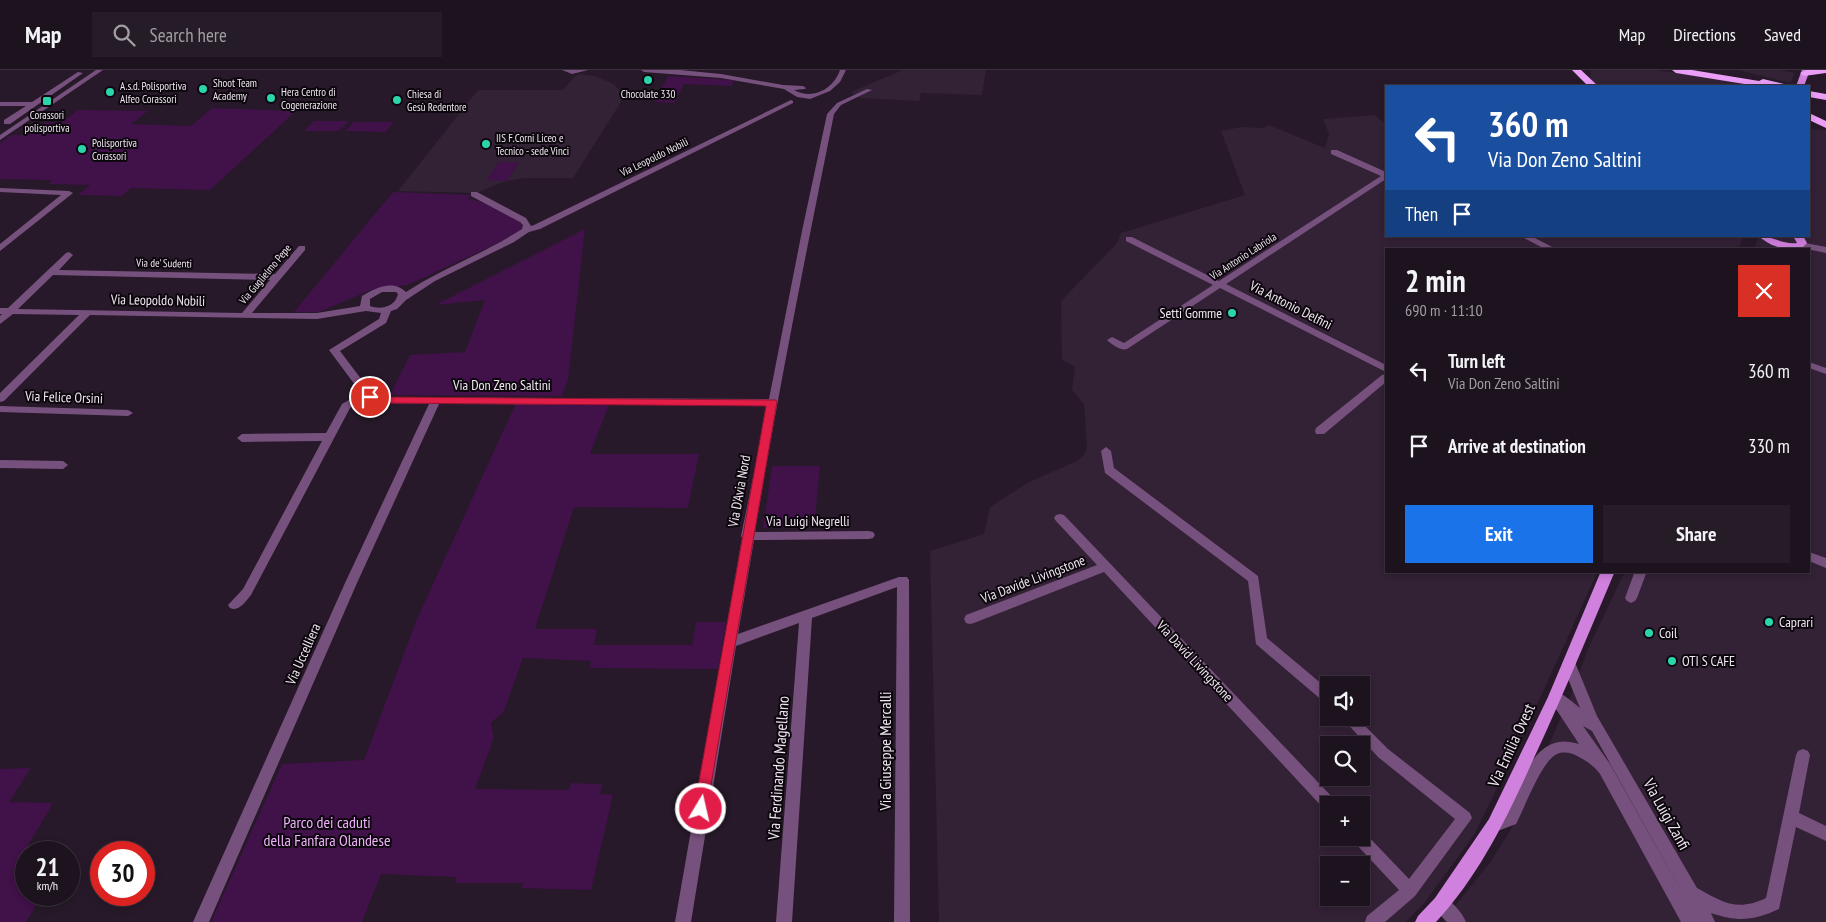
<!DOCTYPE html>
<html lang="en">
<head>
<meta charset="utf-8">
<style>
  :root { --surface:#1d131f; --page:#251c28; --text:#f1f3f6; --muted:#a09ea4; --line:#3b323d; --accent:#1a73e8 }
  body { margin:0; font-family:"PT Sans Narrow",sans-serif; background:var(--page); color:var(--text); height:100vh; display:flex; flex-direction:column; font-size:19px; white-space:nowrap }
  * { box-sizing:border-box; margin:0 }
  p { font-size:16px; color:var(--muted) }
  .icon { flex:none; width:28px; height:28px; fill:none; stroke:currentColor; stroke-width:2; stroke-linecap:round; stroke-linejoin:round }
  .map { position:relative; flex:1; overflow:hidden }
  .details { position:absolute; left:1385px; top:178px; width:425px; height:325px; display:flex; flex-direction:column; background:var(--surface); border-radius:0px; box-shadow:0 2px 8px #0003,0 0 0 1px var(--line) }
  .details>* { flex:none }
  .hud { position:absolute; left:1385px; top:15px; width:425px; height:152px; border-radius:0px; box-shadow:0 2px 8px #0003,0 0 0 1px var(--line); background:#1a4fa0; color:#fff; overflow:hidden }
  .fabs { position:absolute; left:1320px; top:606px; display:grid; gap:10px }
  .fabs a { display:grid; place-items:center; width:50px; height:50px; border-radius:0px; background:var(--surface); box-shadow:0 2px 8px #0003,0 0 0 1px var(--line); font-size:25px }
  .speed { position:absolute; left:15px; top:771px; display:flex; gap:10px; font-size:25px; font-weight:700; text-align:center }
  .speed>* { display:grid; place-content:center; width:65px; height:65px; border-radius:50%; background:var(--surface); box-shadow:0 2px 8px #0003,0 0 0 1px var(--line); line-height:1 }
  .speed small { font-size:12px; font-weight:400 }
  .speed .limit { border:8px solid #d22; background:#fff; color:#111 }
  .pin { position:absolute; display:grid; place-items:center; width:42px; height:42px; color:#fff; margin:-21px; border:2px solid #fff; border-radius:50%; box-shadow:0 1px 5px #0007 }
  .me { position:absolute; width:55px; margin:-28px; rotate:9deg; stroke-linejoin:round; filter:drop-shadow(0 0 4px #0008) }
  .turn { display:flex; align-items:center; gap:18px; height:105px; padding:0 20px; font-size:22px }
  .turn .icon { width:65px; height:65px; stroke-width:2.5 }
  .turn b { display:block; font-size:35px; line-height:42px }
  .then { display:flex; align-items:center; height:48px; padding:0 20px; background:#0003; gap:10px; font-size:19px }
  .round { display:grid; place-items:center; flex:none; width:52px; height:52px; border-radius:0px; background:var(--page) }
  .summary { display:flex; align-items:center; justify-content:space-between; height:85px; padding:0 20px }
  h1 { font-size:30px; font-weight:800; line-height:38px }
  .action { display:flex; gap:10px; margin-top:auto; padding:10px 20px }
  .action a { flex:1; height:58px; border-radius:0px; background:var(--accent); color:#fff; font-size:20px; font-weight:800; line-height:58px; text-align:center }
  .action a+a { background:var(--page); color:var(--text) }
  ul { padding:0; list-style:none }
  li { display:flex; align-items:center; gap:15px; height:75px; padding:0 20px }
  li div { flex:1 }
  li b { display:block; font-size:19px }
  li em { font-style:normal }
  header { display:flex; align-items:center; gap:30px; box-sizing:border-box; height:70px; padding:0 25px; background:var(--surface); border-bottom:1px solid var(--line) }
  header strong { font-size:24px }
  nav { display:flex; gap:28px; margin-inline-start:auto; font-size:18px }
  .search { width:350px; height:45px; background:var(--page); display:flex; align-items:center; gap:12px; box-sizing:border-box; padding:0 18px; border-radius:0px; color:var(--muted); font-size:19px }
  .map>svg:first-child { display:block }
  .built { fill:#332136; fill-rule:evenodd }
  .green { fill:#411149 }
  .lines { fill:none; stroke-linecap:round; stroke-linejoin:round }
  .minor { fill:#77517d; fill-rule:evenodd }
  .major { fill:#d081de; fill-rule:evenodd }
  .highway { fill:#ea9ef7; fill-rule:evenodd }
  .route { fill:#e11d48; stroke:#92132f }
  .poi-dot { fill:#2ad5ac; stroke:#0c060d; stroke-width:2 }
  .labels { text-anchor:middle; stroke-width:4; stroke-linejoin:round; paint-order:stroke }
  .far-poi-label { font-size:11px; fill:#f0e6f1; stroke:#0c060d; text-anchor:start }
  .far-street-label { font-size:11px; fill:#f0e6f1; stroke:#0c060d }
  .street-label { font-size:14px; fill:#f0e6f1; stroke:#0c060d }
  .poi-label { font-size:14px; fill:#f0e6f1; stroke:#0c060d; text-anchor:start }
  .near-street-label { font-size:16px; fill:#f0e6f1; stroke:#0c060d }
  .near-park-label { font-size:16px; fill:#f0b0fb; stroke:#0c060d }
</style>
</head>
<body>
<header>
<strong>Map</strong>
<div class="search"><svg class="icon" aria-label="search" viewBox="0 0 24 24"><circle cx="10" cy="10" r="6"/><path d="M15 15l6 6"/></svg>Search here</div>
<nav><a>Map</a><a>Directions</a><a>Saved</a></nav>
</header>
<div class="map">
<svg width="1826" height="852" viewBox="0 0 1826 852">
  <rect width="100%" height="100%" fill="#271929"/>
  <g class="built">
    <path d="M903 0H986L982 25 921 23 919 31 860 28 851 22Z"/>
    <path d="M1591 0H1655L1710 7 1754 16H1598L1590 9Z"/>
    <path d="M1738 0H1780L1795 3 1790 13Z"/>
    <path d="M580 4 595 6 614 14 620 21 621 32 573 108H523L503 112 476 123 398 121 478 20H563L575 6Z"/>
    <path d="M1375 45 1383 52H1386V166H1744L1738 179H1386V501H1598L1525 661 1474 765 1425 832 1406 852H939L930 481 984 464 990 437 1029 412 1077 391 1084 385 1087 377 1084 334 1072 320 1075 297 1062 290 1061 231 1117 173 1121 163 1245 125 1221 61 1241 57 1263 58 1269 55 1325 78 1329 64 1323 49ZM1329 615H1361V648H1329ZM1329 675H1361V708H1329ZM1329 735H1361V768H1329ZM1329 795H1361V828H1329Z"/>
    <path d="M1809 59 1826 60V852H1442L1489 794 1510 761 1571 625 1588 579 1625 501H1809V179H1754L1759 166H1809Z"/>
  </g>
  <g class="green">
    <path d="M668 6 734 10 732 16 684 14 674 33 654 32Z"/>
    <path d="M212 38 296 41 210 120 131 118 122 126 78 125 90 115 49 114 52 110 0 109V73L11 65H27L45 52 61 53 78 40 148 41 131 54 191 56Z"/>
    <path d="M314 51H349L339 61H304Z"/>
    <path d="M354 52H394L385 62 345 61Z"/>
    <path d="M499 92H519L507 111 487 110Z"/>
    <path d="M393 122 470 125 468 129C481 130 518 145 523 157L513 166 408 215 371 220 319 242H294Z"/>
    <path d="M585 159 568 310 562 326 390 325 410 285 465 282 485 230 435 235Z"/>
    <path d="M516 333 609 335 590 384H699L688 438 574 437 535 559H597L594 575H692L696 552H726L718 599 590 598 591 591 523 588 504 641 491 653 494 667 475 719 569 720 571 713 602 714 600 724 613 725 591 820 522 818 523 813H455L456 807 381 804 362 852H211L282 694 364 690 417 549Z"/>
    <path d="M772 396H820L814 458H763Z"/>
    <path d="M31 698 9 732 53 733 13 801 26 802V825H42L26 852H0V699Z"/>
  </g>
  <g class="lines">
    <g class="minor">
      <path d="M96 0H103L0 70V65Z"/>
      <path d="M562 0H588L572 4Z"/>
      <path d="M641 0H680L721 4 783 15 803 16 806 18 805 19 794 20C812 30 833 20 840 0H846L840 12 830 21 810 29 797 27 784 19 721 8 644 2Z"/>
      <path d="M78 2 83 3 10 54H4V50L26 36H0V32H32Z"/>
      <path d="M867 19 872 20 841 35 834 44C806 183 778 322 755 462L869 461 873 462 875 465 873 468 869 469 754 470 738 564 899 507H907L909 510 910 852H894L897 517 812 548 792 852H776L799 553 736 576 691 852H675L742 468 741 466 768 335 439 334 357 513 209 852H193L345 513 429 334 381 333 368 328 350 338 251 525C245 532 239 542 230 538L228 535 243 519 322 371 242 372 237 368 242 364 326 363 342 334 361 323 329 280 379 249 381 243 366 241 317 249 90 245 4 331 0 332V323L79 245 13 244 0 254V246L2 244H0V238H8L66 183 69 182 73 185 59 200 275 204 299 176H305V180L252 243H317L360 236 362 226C375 218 393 209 406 222 443 198 485 183 522 159L523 155 520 152 471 126V122H477L526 148 531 156 534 155 791 30 793 31V33L540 159 529 162 514 172 435 211 406 230 397 239 391 241 386 253 340 281 371 322 382 327 769 329 802 161 827 44 837 33ZM53 205 270 210 242 243 18 239ZM382 222H396L398 224C395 237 381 240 370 236V229Z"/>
      <path d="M1331 80H1337L1386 102V109L1226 214 1386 295V302L1220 218 1127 279C1121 281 1112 275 1107 270L1112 267 1124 273 1213 215 1126 171V167H1132L1219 211 1381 106 1331 84Z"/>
      <path d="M0 118 69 121 73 123 0 181V174L61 125 0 122Z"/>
      <path d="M1520 166H1531L1556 179H1545Z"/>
      <path d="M1800 172 1826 177V183L1797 177 1796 175Z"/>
      <path d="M1809 292 1826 298V304L1809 298Z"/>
      <path d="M1386 304V312L1324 364H1316L1315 361 1316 358 1382 305Z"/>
      <path d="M0 336 128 340 133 343 128 346 0 342Z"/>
      <path d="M1106 377 1111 381 1114 398 1258 506 1267 568 1329 620V634L1324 632 1256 574 1248 511 1105 403 1101 381Z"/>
      <path d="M0 390 63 391 68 395 63 399 0 398Z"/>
      <path d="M1060 444 1064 445 1335 730 1337 735H1329V741L1325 740 1104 502 974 553 970 554 966 553 964 549 966 545 1097 495 1056 451 1054 448 1056 445Z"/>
      <path d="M1809 482 1826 488V498L1809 491Z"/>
      <path d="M1635 501H1647L1637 528 1635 531 1631 533 1627 531 1625 528Z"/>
      <path d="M1569 589 1574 590 1597 646 1697 818C1722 832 1737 842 1766 828L1796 685 1798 681 1803 679 1808 681 1810 685 1799 743 1826 756V771L1796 757 1779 839C1753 851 1738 852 1711 843L1715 852H1698L1696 848 1698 852H1681L1600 704C1595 697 1587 691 1579 687 1573 683 1564 681 1557 684 1542 690 1524 739 1516 754L1495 762 1490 760 1488 755 1490 750 1506 744C1522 713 1534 659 1579 674L1548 627 1550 623C1560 619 1572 632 1580 638L1562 594 1564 590ZM1583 656 1592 661 1693 842 1610 694Z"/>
      <path d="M1342 648H1357L1388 679 1470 743 1472 748 1415 826 1385 852H1365L1367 846 1399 820 1355 773 1353 768H1361V761L1365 763 1409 809 1455 749 1378 687Z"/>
      <path d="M1441 826C1451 830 1462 842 1466 852H1447L1435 840 1433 834 1435 828Z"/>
    </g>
    <g class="major">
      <path d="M1802 0H1810L1804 16H1796Z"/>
      <path d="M1759 166C1773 166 1783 175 1797 173L1793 166H1803L1807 173 1803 177C1788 181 1771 178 1759 166Z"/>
      <path d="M1601 501H1615C1588 565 1562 628 1533 690 1508 746 1479 806 1436 852H1415L1418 846 1435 828 1489 749 1548 627Z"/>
    </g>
    <g class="highway">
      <path d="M1572 0H1581L1598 16H1588Z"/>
      <path d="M1672 0H1692L1759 11 1763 9 1792 16H1757L1676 3Z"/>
      <path d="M1807 0H1826V3L1804 6 1800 3Z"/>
      <path d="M1809 21 1826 24V30L1809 27Z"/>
      <path d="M1809 43 1826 51V58L1809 50Z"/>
    </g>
  </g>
  <path class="route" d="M370 324 381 327 776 330 777 332 706 744 701 746 696 744 694 739 766 336 381 333 367 329 365 327Z"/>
  <g class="poi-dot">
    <circle cx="648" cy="10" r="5"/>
    <circle cx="203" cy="19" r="5"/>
    <circle cx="110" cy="22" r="5"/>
    <circle cx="271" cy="28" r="5"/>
    <circle cx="397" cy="30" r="5"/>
    <rect x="42" y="26" width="10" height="10" rx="2.5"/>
    <circle cx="486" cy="74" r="5"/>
    <circle cx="82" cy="79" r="5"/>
    <circle cx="1232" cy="243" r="5"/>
    <circle cx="1769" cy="552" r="5"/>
    <circle cx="1649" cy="563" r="5"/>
    <circle cx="1672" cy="591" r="5"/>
  </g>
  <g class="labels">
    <g class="far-poi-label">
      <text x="213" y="17">Shoot Team<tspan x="213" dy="13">Academy</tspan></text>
      <text x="120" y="20">A.s.d. Polisportiva<tspan x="120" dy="13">Alfeo Corassori</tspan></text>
      <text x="281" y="26">Hera Centro di<tspan x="281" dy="13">Cogenerazione</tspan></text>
      <text x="407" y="28">Chiesa di<tspan x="407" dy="13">Gesù Redentore</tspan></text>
      <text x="648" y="28" text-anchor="middle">Chocolate 330</text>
      <text x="47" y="49" text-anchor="middle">Corassori<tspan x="47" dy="13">polisportiva</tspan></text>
      <text x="496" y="72">IIS F.Corni Liceo e<tspan x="496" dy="13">Tecnico - sede Vinci</tspan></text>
      <text x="92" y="77">Polisportiva<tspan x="92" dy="13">Corassori</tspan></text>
    </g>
    <g class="far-street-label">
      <text transform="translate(654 87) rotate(-26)" y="4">Via Leopoldo Nobili</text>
      <text transform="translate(1243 186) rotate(-33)" y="4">Via Antonio Labriola</text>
      <text transform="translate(164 193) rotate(1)" y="4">Via de’ Sudenti</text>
      <text transform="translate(265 204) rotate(-50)" y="4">Via Guglielmo Pepe</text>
    </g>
    <g class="street-label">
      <text transform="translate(158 230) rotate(1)" y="5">Via Leopoldo Nobili</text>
      <text transform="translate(1291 235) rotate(27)" y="5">Via Antonio Delfini</text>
      <text x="502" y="320">Via Don Zeno Saltini</text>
      <text transform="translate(64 327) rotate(2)" y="5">Via Felice Orsini</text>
      <text transform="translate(739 421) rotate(-80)" y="5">Via D'Avia Nord</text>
      <text x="808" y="456">Via Luigi Negrelli</text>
      <text transform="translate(1033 509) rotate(-21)" y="5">Via Davide Livingstone</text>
      <text transform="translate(303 584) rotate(-66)" y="5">Via Uccelliera</text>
      <text transform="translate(1195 591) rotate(47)" y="5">Via David Livingstone</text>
    </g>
    <g class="poi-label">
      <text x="1222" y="248" text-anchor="end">Setti Gomme</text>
      <text x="1779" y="557">Caprari</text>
      <text x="1659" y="568">Coil</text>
      <text x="1682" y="596">OTI S CAFE</text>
    </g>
    <g class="near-street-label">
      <text transform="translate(1511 675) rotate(-65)" y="6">Via Emilia Ovest</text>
      <text transform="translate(885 681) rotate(-90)" y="6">Via Giuseppe Mercalli</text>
      <text transform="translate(778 698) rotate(-86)" y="6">Via Ferdinando Magellano</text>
      <text transform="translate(1667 744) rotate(61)" y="6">Via Luigi Zanfi</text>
    </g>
    <g class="near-park-label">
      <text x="327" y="758">Parco dei caduti<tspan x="327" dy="18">della Fanfara Olandese</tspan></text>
    </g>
  </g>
</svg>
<div class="fabs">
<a><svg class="icon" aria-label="sound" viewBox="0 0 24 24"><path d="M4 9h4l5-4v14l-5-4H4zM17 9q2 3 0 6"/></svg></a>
<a><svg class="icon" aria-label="search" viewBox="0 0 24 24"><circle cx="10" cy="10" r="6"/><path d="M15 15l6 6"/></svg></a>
<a>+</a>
<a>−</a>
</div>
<div class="speed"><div>21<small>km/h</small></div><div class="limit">30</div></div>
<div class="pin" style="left:370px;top:327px;background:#d93025"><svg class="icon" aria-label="arrive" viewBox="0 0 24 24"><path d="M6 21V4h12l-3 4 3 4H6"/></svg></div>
<svg class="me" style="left:701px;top:739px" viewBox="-20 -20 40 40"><circle r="17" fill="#e11d48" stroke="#fff" stroke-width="3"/><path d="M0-11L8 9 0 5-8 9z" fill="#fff"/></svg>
<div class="hud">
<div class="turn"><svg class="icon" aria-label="left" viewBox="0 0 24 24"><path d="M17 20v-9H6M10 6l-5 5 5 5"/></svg><div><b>360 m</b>Via Don Zeno Saltini</div></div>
<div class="then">Then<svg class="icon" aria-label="arrive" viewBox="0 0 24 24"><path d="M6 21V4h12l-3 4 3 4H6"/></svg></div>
</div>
<section class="details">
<div class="summary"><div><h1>2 min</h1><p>690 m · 11:10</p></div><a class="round" style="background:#d93025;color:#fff"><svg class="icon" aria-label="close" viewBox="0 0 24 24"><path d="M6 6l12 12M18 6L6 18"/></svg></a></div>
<ul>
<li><svg class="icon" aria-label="left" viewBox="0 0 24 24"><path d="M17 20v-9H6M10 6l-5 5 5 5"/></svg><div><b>Turn left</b><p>Via Don Zeno Saltini</p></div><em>360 m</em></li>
<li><svg class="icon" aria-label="arrive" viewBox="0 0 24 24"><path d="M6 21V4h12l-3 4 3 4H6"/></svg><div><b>Arrive at destination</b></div><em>330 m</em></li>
</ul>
<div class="action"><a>Exit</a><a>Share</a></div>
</section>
</div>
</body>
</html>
☆ ☆ ☆ ☆ ☆
* TASK INSTRUCTIONS
In the records above, how many lines contain the string "linejoin"? Only that number should be written.

* EXERCISE SOLUTION
4